難波さん:このウエットティッシュは、どのように使われているのでしょうか?

栗栖さん:商品販売も行っていますが、単価が1個187円(税込)と少し高めです。高いものを押し売りして、またごみになってはいけないので、どうすればサステナブルになるのかを考えました。

そこで、企業様のノベルティ、サステナブルなアクションとして使っていただけないか?と考え、象印の社名を入れず、企業様がノベルティとして使う際にアレンジしやすいデザインにしています。

ある企業様は周年パーティの記念品、保険会社様はお客様への手土産として使っていただいています。また、WeWork様での周年行事では、弊社から提供し配布いただきました。

写真:実際のノベルティ事例

難波さん:一般的に販売されているものと、どう違うのでしょうか?

栗栖さん:大きな違いは、余ってしまったごはんを発酵させて精製したアルコールを配合した、99%天然由来成分であることです。

そして、国内生産であること。
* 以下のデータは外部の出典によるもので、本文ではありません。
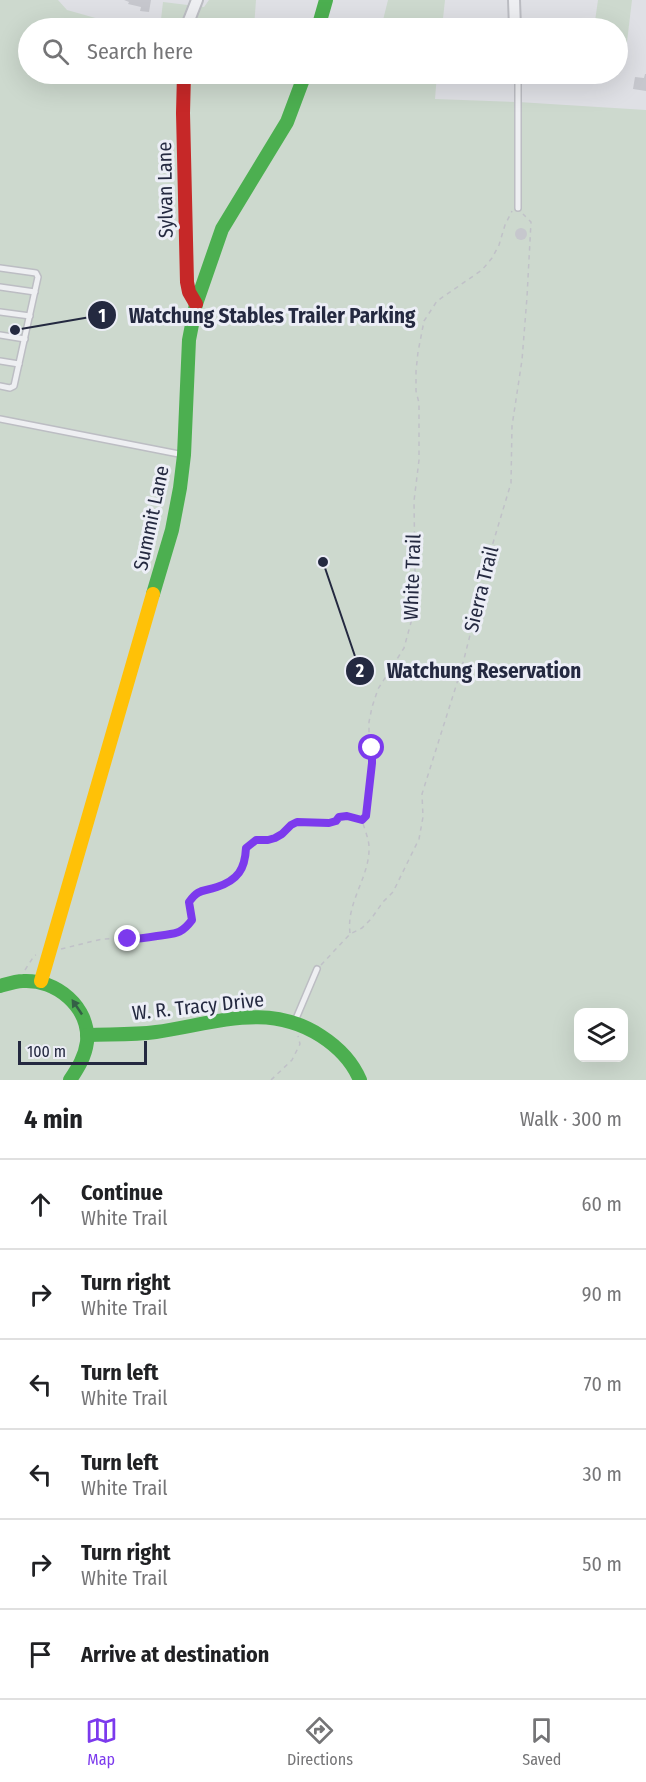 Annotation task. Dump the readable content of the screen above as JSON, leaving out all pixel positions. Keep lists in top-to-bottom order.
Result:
{
  "streets": {
    "street": ["Sylvan Lane", "Summit Lane", "W. R. Tracy Drive"],
    "path": ["White Trail", "Sierra Trail"]
  },
  "crossings": [
    ["Sylvan Lane", "Summit Lane"],
    ["White Trail", "Sierra Trail"]
  ],
  "places": ["Watchung Stables Trailer Parking", "Watchung Reservation"],
  "scale_bar": "100 m",
  "page": {
    "search": "Search here",
    "scale": "100 m",
    "heading": ["4 min", "Walk · 300 m"],
    "list": [
      ["Continue", "White Trail", "60 m"],
      ["Turn right", "White Trail", "90 m"],
      ["Turn left", "White Trail", "70 m"],
      ["Turn left", "White Trail", "30 m"],
      ["Turn right", "White Trail", "50 m"],
      "Arrive at destination"
    ],
    "nav": ["Map", "Directions", "Saved"]
  }
} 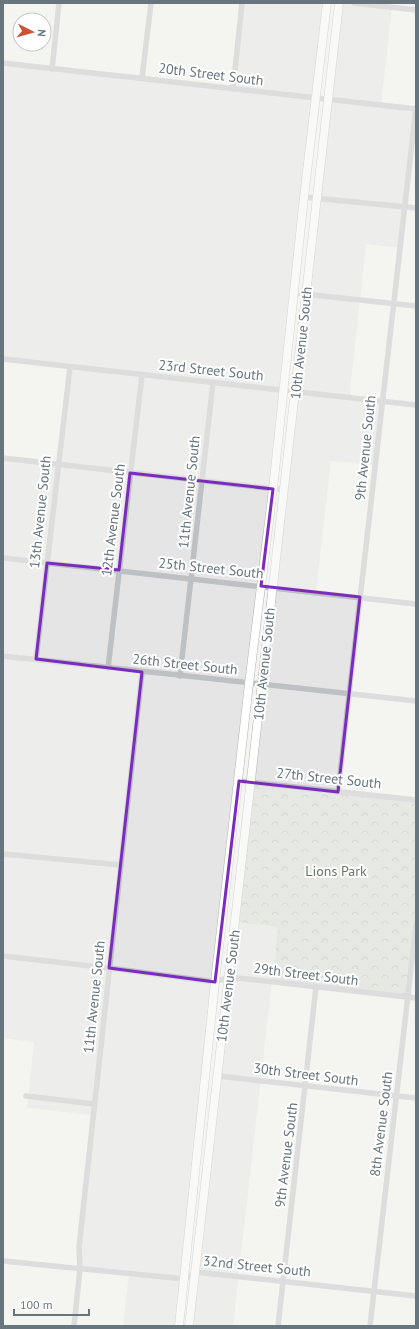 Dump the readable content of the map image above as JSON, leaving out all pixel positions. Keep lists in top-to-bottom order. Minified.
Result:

また、アルコール精製後にできる「発酵粕」は、発酵所のある岩手県の肥育牛の飼料として利用し、将来的にはこの飼料により生育した肥育牛の糞を水田や畑の肥料に活用していくなど、食品ロスと廃棄物ゼロのサーキュラーエコノミーの実現を目指した除菌ウエットティッシュであることです。

栗栖さん:表面のQRコードを読み取っていただくと、「ごはんで作った除菌ウエットティッシュ」が完成するまでの流れを1分半くらいの動画で見ていただくことができるので、ぜひご覧ください。

左:岩本さん、右:栗栖さん

難波さん:どんな販路をイメージしていますか?

栗栖さん:現在は、象印食堂と象印のECサイトで販売しています。小売店で大きく販売することはまだ難しく、取り扱ってくださるところを探しています。販売だけでなく、自社のノベルティとして扱ってくださる企業があれば嬉しいです。

難波さん:この取り組みを通して、社内での変化はありましたか?

栗栖さん:開発部の新入社員から、「炊飯試験で余ってしまったごはんはどうなるのですか?」という質問があったとき、アップサイクルしていると伝えることができました。また、この活動に共感し応援してくれる他部署の社員がたくさんおり、これまであまり話す機会がなかった部署の人とも話すことができています。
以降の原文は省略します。